Subspace-selective unitary manipulation based on the Hilbert-space symmetric structures in the multiple-quantum operator algebra spaces in the quantum-computing speedup theory

arXiv:2606.03859v2 Announce Type: replace-cross Abstract: The quantum-computing speedup theory considers the symmetric structures and properties of quantum systems as the fundamental Quantum-Computing-Speedup (QCS) resources which are responsible for exponentially speeding up quantum computing and simulating. At present a large and important problem is how to make use of the fundamental QCS resources to speed up essentially quantum computing and simulating. Here the author makes a great effort toward solving this important problem. The theoretical research work in this paper is mainly divided into the two Parts I and II. The Part I investigates mainly the multiple-quantum operator algebra spaces. And the relationships are analyzed among the multiple-quantum operator algebra spaces, quantum simulating for the unitary time-evolutional processes, and the fundamental QCS resources which exist in the different kinds of basic quantum spaces: the multiple-quantum operator algebra spaces, the density operator spaces, and the Hilbert spaces.
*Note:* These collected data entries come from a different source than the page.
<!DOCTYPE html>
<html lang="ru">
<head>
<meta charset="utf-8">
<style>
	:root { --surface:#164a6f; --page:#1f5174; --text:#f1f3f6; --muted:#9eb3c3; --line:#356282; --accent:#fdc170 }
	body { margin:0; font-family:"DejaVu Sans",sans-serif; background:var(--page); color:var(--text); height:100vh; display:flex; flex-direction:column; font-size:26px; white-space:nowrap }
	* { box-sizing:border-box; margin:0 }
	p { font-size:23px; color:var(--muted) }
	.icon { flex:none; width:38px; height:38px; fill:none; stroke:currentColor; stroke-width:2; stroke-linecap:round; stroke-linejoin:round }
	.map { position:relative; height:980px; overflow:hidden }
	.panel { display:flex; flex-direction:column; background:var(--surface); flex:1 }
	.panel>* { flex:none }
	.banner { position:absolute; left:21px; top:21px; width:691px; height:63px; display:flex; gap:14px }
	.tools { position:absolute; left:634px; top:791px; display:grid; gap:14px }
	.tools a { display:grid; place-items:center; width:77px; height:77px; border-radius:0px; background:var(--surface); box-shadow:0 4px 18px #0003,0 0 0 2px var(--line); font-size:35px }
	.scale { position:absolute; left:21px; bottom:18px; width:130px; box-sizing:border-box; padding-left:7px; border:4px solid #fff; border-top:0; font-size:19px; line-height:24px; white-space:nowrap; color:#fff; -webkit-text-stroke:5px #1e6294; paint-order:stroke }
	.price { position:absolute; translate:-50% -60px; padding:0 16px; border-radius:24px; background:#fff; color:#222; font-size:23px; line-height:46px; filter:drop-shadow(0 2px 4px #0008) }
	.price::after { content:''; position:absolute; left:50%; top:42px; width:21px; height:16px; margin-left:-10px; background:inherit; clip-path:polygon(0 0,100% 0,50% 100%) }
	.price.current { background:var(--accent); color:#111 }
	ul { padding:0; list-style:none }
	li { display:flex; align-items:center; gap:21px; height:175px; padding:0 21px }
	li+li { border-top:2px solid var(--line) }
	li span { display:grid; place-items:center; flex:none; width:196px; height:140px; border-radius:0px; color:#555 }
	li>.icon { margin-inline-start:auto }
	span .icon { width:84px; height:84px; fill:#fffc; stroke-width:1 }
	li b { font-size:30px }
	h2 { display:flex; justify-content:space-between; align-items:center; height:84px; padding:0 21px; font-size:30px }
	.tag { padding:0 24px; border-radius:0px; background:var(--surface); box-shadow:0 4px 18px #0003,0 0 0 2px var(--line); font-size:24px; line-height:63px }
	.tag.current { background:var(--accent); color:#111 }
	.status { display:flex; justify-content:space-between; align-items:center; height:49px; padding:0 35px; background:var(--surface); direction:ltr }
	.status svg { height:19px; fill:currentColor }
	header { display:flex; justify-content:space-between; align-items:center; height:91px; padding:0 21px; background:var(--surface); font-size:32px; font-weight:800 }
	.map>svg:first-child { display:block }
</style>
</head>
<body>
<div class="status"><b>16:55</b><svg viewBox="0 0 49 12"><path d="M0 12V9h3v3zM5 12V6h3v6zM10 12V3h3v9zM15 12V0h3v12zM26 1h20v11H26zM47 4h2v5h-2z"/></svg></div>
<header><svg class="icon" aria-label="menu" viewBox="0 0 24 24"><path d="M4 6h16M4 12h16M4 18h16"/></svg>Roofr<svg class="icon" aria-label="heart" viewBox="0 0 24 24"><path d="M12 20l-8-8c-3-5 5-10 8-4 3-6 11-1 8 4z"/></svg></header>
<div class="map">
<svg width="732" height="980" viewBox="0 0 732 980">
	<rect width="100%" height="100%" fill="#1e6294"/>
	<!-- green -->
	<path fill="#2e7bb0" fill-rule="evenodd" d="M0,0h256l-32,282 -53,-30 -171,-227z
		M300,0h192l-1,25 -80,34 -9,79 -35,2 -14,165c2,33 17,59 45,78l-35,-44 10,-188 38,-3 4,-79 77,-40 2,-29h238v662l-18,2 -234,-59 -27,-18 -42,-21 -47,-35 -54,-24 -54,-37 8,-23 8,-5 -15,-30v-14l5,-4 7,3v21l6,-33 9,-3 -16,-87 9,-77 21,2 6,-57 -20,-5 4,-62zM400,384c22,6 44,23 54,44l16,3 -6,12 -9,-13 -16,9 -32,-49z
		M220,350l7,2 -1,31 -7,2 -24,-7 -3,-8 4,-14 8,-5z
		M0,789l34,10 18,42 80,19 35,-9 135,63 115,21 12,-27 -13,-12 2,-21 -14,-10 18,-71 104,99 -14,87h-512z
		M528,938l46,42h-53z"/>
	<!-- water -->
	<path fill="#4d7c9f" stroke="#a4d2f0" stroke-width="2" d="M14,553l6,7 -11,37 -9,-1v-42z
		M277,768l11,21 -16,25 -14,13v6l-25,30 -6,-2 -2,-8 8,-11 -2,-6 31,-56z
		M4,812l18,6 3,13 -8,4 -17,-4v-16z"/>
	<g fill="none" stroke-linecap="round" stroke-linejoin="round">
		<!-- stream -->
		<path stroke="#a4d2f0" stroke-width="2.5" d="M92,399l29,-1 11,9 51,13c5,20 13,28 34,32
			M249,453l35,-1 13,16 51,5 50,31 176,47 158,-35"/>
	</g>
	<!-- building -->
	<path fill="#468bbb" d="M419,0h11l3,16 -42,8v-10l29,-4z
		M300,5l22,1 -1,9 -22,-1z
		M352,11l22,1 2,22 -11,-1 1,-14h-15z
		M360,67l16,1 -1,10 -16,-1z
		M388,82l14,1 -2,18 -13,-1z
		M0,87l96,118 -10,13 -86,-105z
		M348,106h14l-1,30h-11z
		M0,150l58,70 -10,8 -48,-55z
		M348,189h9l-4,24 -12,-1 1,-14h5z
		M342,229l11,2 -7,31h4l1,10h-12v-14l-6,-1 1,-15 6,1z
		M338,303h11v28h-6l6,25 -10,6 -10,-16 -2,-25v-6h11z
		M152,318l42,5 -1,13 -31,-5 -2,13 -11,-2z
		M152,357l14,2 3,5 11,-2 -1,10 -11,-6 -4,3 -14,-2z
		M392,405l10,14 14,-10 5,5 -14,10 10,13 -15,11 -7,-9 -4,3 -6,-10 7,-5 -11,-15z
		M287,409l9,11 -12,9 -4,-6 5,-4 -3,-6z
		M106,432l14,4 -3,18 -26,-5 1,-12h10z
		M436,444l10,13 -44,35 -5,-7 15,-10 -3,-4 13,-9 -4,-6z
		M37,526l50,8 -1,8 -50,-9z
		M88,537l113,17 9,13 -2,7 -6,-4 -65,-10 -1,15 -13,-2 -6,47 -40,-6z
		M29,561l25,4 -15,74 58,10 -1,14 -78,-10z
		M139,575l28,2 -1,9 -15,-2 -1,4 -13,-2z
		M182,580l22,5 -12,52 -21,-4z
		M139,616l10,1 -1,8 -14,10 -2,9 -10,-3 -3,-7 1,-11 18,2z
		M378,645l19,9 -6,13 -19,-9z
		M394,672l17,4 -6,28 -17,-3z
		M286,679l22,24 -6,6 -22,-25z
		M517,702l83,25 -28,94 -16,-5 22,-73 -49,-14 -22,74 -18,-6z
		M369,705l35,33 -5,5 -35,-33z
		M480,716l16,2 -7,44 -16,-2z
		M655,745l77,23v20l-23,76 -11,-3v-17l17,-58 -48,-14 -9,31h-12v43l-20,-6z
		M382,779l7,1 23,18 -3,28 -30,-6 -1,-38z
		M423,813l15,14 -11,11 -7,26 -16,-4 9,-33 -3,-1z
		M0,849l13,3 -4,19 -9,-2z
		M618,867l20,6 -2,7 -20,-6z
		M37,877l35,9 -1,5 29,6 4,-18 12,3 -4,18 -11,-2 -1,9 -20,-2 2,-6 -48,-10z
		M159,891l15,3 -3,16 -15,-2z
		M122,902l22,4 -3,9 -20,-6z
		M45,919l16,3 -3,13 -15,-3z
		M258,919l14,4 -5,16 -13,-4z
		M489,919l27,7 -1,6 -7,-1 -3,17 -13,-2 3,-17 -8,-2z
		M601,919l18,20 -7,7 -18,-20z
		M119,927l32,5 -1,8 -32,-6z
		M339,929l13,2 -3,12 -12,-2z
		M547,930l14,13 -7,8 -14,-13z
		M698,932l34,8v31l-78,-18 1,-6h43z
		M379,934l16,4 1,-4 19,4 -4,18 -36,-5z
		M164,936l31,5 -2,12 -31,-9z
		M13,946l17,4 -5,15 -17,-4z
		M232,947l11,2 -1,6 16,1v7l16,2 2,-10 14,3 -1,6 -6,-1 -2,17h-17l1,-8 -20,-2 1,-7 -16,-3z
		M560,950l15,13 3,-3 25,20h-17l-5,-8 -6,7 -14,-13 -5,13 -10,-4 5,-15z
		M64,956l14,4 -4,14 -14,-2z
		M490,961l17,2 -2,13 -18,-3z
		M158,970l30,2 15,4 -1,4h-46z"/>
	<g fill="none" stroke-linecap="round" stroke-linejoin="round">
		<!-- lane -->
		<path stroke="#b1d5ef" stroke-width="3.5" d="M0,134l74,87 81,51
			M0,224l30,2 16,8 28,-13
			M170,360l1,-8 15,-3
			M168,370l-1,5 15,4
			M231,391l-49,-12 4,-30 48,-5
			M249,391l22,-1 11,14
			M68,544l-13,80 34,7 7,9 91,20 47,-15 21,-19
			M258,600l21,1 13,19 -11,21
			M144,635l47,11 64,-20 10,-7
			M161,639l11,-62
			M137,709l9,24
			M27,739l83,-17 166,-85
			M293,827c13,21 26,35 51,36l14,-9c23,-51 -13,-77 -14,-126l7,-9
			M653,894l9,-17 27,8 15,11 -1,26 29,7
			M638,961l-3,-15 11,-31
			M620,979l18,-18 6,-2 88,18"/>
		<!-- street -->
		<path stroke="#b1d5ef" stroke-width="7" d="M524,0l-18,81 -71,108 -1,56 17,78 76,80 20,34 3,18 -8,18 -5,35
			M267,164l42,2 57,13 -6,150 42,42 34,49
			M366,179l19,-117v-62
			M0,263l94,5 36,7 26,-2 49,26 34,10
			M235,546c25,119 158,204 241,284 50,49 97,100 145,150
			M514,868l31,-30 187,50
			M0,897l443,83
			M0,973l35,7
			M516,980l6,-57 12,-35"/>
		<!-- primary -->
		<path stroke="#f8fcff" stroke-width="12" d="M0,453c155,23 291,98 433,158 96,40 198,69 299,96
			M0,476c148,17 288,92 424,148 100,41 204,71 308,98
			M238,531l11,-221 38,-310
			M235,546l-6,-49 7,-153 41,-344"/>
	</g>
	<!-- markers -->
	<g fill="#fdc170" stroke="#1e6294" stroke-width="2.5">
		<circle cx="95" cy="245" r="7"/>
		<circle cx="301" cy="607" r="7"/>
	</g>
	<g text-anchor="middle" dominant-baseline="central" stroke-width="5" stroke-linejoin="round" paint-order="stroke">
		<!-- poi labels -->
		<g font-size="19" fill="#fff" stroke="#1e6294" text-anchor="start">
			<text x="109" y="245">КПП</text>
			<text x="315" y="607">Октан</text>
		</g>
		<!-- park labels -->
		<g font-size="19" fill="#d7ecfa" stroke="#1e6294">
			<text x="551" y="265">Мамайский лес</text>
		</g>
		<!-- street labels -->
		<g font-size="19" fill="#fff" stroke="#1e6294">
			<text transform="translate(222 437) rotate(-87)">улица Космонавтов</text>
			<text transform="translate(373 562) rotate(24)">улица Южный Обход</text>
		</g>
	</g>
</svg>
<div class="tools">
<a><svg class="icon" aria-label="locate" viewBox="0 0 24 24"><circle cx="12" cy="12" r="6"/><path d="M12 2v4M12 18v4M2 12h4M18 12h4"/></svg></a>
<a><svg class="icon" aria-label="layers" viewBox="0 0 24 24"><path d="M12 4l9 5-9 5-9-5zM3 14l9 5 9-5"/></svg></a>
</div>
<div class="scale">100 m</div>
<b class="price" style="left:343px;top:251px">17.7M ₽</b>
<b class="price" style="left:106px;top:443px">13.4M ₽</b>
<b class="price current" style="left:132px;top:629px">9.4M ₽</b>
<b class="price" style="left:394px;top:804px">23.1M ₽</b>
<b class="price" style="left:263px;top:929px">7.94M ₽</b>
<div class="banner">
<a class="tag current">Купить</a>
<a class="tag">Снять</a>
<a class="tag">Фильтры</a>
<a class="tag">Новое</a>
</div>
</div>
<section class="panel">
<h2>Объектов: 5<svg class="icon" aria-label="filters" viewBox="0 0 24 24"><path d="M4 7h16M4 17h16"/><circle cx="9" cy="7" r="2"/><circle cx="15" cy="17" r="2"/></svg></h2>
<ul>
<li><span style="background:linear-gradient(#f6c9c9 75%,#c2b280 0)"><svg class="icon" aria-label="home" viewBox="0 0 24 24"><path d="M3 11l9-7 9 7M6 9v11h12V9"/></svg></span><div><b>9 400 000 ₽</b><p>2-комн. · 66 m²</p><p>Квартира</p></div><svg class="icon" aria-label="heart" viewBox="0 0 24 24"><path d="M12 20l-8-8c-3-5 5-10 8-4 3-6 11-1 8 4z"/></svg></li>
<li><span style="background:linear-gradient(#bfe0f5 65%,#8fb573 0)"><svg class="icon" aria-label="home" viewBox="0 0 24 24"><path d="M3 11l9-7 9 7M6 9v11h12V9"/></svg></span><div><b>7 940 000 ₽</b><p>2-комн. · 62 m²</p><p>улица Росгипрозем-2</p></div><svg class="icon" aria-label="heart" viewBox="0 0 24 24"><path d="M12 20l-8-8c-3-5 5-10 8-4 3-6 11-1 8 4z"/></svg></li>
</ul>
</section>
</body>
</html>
It concludes that the multiple-quantum operator algebra space must be positioned as the central place where the fundamental QCS resources are exploited to speed up quantum computing and simulating. The Part II investigates mainly the subspace-selective unitary manipulation based on the Hilbert-space symmetric structures. Recognize that the multiple-quantum operator algebra space is the central place. Then those fundamental QCS resources original from the Hilbert space (a quantum-state space) must be explicitly taken into account in the multiple-quantum operator algebra space (a linear operator space). This is an important problem. The subspace-selective unitary manipulation is able to solve this problem. It aims to harness the fundamental QCS resources original from the Hilbert space to speed up quantum computing and simulating in the multiple-quantum operator algebra space.